The case for a voting education

Opinion – By Matteo Di Maio.

Mike Hosking (for once) has a point.

In a recent column, the Herald commentator cautioned that there would be no fabled “youthquake” this year – to the detriment of Labour. And he’s right. Simply, young voters just don’t turn out.

This year, only 63 per cent of 18 to 24-year-olds are enrolled to vote.

Why? And why is this a problem?

It’s a problem because this election is all about the future. Cannabis? Affects young people. Economic recovery? Affects young people. Climate change? Very much affects young people.

It’s a problem because – in an ageing population that votes religiously – the elderly tend to get the predominant say in issues that may not affect them as much as younger people.

And why don’t teens vote? Because the 18-20-year-old period is one of instability. You’re moving houses, moving to Uni, navigating an entry to the workforce. (In Austria, for example, which lets 16-year-olds vote, turnout is much higher among those aged 16 and 17 than among 18-21-year-olds.)

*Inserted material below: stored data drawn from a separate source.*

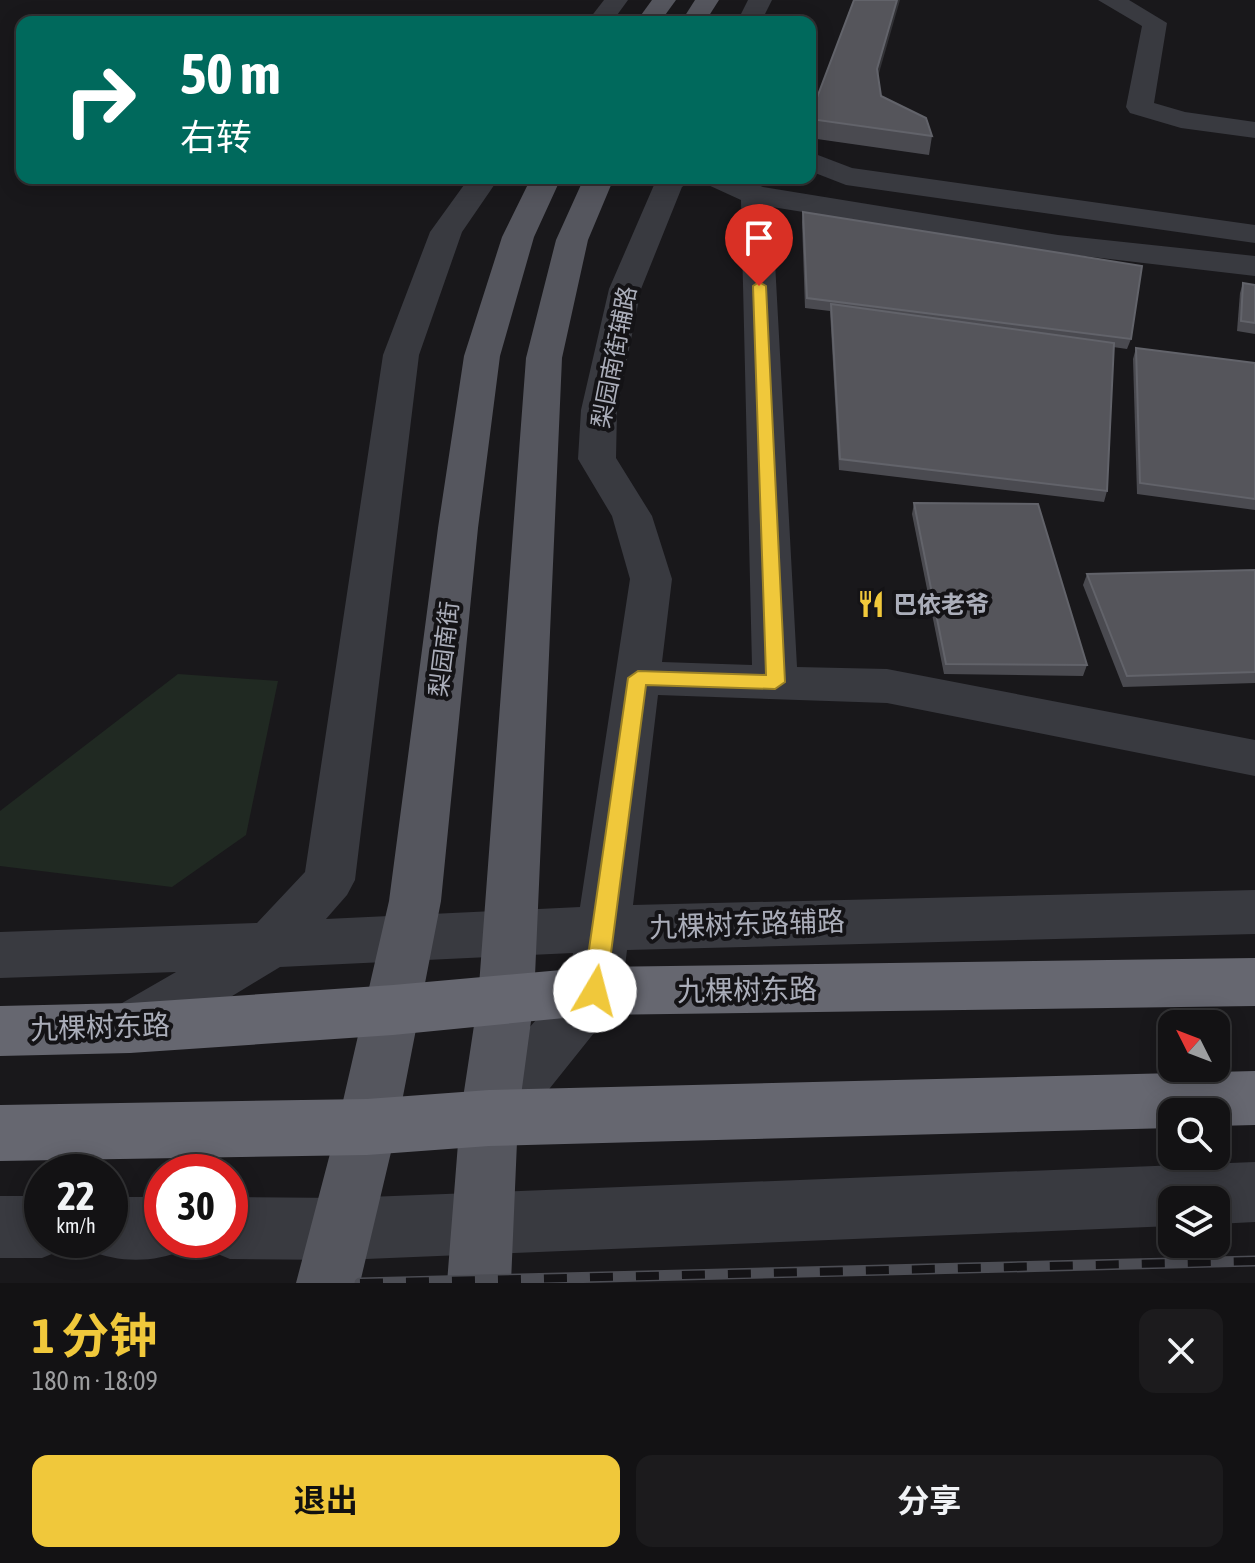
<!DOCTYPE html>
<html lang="zh">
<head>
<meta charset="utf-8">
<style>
  :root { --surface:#131214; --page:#1c1b1d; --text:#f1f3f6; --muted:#9d9ea0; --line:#323234; --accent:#f0c83b }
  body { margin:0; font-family:"Asap Condensed","Noto Sans SC",sans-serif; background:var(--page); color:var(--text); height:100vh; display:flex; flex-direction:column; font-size:30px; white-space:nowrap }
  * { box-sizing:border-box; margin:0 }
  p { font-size:26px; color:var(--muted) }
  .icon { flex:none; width:44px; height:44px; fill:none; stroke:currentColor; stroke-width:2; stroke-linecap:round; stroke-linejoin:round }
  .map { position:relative; height:1283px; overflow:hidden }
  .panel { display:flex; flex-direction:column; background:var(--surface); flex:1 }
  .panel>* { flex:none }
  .top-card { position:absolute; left:16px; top:16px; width:800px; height:168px; border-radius:16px; box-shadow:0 4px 20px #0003,0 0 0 2px var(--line); background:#00695c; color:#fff; overflow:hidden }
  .needle { width:52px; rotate:312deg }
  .buttons { position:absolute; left:1158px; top:1010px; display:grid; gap:16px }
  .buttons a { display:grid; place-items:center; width:72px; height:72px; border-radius:16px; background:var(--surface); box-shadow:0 4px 20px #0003,0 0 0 2px var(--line); font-size:40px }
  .speed { position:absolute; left:24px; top:1154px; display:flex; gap:16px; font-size:40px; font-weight:700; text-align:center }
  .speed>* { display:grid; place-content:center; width:104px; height:104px; border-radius:50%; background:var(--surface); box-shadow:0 4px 20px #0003,0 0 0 2px var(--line); line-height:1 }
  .speed small { font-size:20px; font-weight:400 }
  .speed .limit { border:12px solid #d22; background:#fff; color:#111 }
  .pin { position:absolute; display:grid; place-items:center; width:68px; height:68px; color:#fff; margin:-82px -34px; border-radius:50% 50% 50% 0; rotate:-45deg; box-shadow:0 0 8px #0007 }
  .pin .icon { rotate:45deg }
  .me { position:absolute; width:88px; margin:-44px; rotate:8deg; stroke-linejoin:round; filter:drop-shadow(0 0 6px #0008) }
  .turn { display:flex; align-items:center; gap:28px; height:168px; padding:0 32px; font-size:36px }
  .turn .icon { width:104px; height:104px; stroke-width:2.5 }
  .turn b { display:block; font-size:56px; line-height:68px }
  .round { display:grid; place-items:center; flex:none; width:84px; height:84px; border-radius:16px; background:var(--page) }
  .summary { display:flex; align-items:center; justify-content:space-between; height:136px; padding:0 32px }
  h1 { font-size:48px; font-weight:700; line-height:60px; color:var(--accent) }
  .button { display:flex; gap:16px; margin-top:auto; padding:16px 32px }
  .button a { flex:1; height:92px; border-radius:16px; background:var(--accent); color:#111; font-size:32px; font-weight:700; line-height:92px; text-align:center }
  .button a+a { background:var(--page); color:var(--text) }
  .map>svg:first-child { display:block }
  .green { fill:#202922 }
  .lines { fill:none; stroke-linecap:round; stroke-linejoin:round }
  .minor { fill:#393a40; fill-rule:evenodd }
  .major { fill:#55565e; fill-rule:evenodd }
  .highway { fill:#666770; fill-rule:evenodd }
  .rail-casing { stroke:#4c4d54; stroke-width:11 }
  .rail { stroke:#141316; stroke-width:8; stroke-dasharray:23; stroke-linecap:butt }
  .wall { fill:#4a4a50 }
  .shaded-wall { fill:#323236 }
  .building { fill:#55555b; stroke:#62636a; stroke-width:2 }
  .route { fill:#f0c83b; stroke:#9c8226; stroke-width:2 }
  .labels { text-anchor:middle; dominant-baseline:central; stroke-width:8; stroke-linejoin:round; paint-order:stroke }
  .street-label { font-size:24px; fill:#abaeba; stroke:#141316 }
  .poi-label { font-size:24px; font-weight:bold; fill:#abaeba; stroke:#141316; text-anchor:start }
  .near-street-label { font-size:28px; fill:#abaeba; stroke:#141316 }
</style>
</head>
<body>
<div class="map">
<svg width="1255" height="1283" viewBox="0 0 1255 1283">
  <rect width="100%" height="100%" fill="#19181b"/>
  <polygon class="green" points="178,674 278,681 246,835 172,887 0,866 0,811"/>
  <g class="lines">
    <g class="minor">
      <polygon points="604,0 628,0 612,22 587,22"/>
      <polygon points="748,0 772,0 761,22 737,22"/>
      <polygon points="1098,0 1129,0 1167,23 1154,103 1185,112 1255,122 1255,138 1181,128 1130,113 1126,107 1142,26"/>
      <polygon points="810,152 852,168 1255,225 1255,243 846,185 810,171"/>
      <polygon points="469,178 499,178 462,232 419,355 355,880 347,895 326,919 580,907 630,579 612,516 578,459 581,410 609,289 657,178 695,178 682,187 641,289 617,410 616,458 652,516 672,579 662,662 752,665 741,200 706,184 701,178 741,178 763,187 1058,235 1255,256 1255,276 1058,253 772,207 797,667 887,669 1255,740 1255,776 887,703 658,695 633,905 1255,890 1255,934 627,950 622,991 614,1008 510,1138 489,1146 468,1138 460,1118 468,1098 569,982 573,953 280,967 150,1046 130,1053 110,1046 102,1028 110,1010 176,972 0,978 0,932 257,923 305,872 383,355 430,232"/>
      <polygon points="1255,1162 1255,1222 1216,1224 1216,1200 1172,1200 1172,1226 342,1260 230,1259 208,1250 204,1240 230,1240 230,1197 342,1198"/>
      <polygon points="0,1196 42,1196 42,1240 68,1240 64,1249 42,1258 0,1258"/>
      <path d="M110,1197H162V1240H188L184,1250C153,1263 119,1263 88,1250L84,1240H110Z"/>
    </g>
    <g class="major">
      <polygon points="652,0 676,0 660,22 636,22"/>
      <polygon points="695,0 719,0 705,22 681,22"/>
      <polygon points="531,178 561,178 534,237 500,356 478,528 441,901 397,1127 360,1283 296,1283 337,1127 389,901 438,528 464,356 502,237"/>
      <polygon points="584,178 614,178 588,240 562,358 534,999 518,1118 511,1283 447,1283 460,1118 478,999 526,358 556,240"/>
    </g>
    <g class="highway">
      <polygon points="1255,958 1255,1006 595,1015 393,1035 130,1053 0,1056 0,1006 130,1003 393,985 595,967"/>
      <polygon points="1255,1071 1255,1125 1216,1126 1216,1112 1172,1112 1172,1128 489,1146 367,1155 0,1161 0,1105 367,1099 489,1090"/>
    </g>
    <g class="rail-casing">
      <polyline id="rail" points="360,1283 1255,1261"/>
    </g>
    <use href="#rail" class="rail"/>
  </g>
  <g class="wall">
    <polygon points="878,76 881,96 932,136 929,155 810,138 810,116"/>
    <polygon points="803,212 1131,339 1127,349 1113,347 1107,491 1104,502 839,470 830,311 805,308 802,222"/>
    <polygon points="1243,283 1255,285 1255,334 1237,331 1240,293"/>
    <polygon points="1136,348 1255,363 1255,510 1137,494 1133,359"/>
    <polygon points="914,503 1087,665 1083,676 944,674 912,514"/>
    <polygon points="1255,570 1255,683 1123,687 1083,585 1087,574"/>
  </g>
  <polygon class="shaded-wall" points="897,0 900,0 875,87 877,69"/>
  <g class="building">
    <polygon points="854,0 897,0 877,69 881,96 926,118 932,136 810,119 810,116"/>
    <polygon points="803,212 1142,266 1131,339 807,298"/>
    <polygon points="1243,283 1255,285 1255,323 1241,321"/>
    <polygon points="831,304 1114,343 1107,491 840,459"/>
    <polygon points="1136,348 1255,363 1255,499 1140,483"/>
    <polygon points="914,503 1038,504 1087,665 946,664"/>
    <polygon points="1255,570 1255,672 1127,676 1087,574"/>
  </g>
  <polygon class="route" points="759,282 766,286 785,682 775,689 646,685 606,991 603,998 595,1001 587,998 583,991 628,678 638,671 766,675 753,286"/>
  <defs>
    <g id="restaurant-bare" transform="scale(2.16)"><path d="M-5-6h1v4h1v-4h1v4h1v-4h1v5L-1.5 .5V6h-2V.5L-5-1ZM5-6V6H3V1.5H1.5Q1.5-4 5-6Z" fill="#f0c83b" stroke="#141316" stroke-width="2.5" paint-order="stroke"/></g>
  </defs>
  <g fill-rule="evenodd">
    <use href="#restaurant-bare" x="871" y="604"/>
  </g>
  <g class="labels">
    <g class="street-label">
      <text transform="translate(614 357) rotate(-79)">梨园南街辅路</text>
      <text transform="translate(444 649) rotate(-83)">梨园南街</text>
    </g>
    <g class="poi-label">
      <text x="893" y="604">巴依老爷</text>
    </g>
    <g class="near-street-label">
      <text transform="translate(747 924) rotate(-2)">九棵树东路辅路</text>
      <text transform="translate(747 990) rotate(-1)">九棵树东路</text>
      <text transform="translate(100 1027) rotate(-2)">九棵树东路</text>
    </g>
  </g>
</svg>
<div class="buttons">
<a><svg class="needle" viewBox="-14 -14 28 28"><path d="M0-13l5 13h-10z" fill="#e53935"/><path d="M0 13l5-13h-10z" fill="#9d9ea0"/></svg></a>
<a><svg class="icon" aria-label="search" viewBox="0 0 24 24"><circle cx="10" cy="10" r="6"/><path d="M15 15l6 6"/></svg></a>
<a><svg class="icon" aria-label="layers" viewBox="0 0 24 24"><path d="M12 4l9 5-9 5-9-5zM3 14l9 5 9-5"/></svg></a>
</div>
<div class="speed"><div>22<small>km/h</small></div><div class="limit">30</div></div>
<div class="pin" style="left:759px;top:286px;background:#d93025"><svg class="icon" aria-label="arrive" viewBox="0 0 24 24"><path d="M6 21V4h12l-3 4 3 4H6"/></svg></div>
<svg class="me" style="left:595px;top:991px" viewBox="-20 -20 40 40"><circle r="19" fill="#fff"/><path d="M0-13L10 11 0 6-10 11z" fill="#f0c83b"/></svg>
<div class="top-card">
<div class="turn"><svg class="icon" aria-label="right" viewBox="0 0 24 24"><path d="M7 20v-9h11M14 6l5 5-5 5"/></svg><div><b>50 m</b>右转</div></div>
</div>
</div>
<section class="panel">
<div class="summary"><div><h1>1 分钟</h1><p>180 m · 18:09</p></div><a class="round"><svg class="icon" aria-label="close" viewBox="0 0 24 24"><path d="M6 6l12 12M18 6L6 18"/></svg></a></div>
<div class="button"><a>退出</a><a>分享</a></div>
</section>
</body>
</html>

Another reason, perhaps, is because no-one has taught you how crucially important taking part in the civic process really is.

What’s called “civic education” does exist in New Zealand, in a way. For example, primary school children are supposed to “understand how groups make and implement rules and laws.”

But there is no overall cohesive program, and schools are left to fashion their own approach to teaching kids the necessity of voting. Notably absent, as well, is a strategy of encouragement for those just about to leave school, on how exactly you do register to vote, and why you need to.

Mike Taylor, from the Victoria University school of education, observed the imbalance caused by a lack of a clear civic curriculum.

In one school he went to, students were instructed to band together to create faux political parties. The crux was designing a pretty logo, not policy. The explanation from teachers was that they wanted to keep politics out of the classroom, to avoid upsetting parents.

In contrast, in another school he visited, students were taught to examine the 2017 election policies, analysing their real-world impact on people.

In the end, he had “little doubt which approach [to civic education] is likely to be most successful in ensuring young people grapple with political ideas and in encouraging civic participation.”

(Hint: the second one.)

At Cambridge High School, political education has come in the form of social studies. Geography taught us to analyse the issue of capitalism, classical studies and history to analyse social structures and class. But social subjects are always side-lined to subjects like English and Maths. And nowhere in this is instruction on how to actually take part in a democracy.

After all, there are programmes to educate teens on alcohol, safe internet use and healthy relationships. Why not on arguably the most important duty in a democracy? How about an integrated year 13 program that helps school leavers sign up to vote, navigating the tricky issue of registering addresses in your uni years?

And why is it important young people vote anyway? Well, voting at an early age creates life-long, habitual voters. And the policies of the government in question really do affect young people.

Covid-19 has been a massive shock to many young people’s lives. Their education, their future jobs, and their mental health – it’s all been thrown upside down. And a prudent recovery from the pandemic would see us lay the groundwork for a much more sustainable society, one that we will be able to live in.

So on the policy lists (18-year-olds can register to vote for now at,) it really wouldn’t hurt to see something called “civic education in schools.” After all, more of us having a say in our future can’t be a bad thing.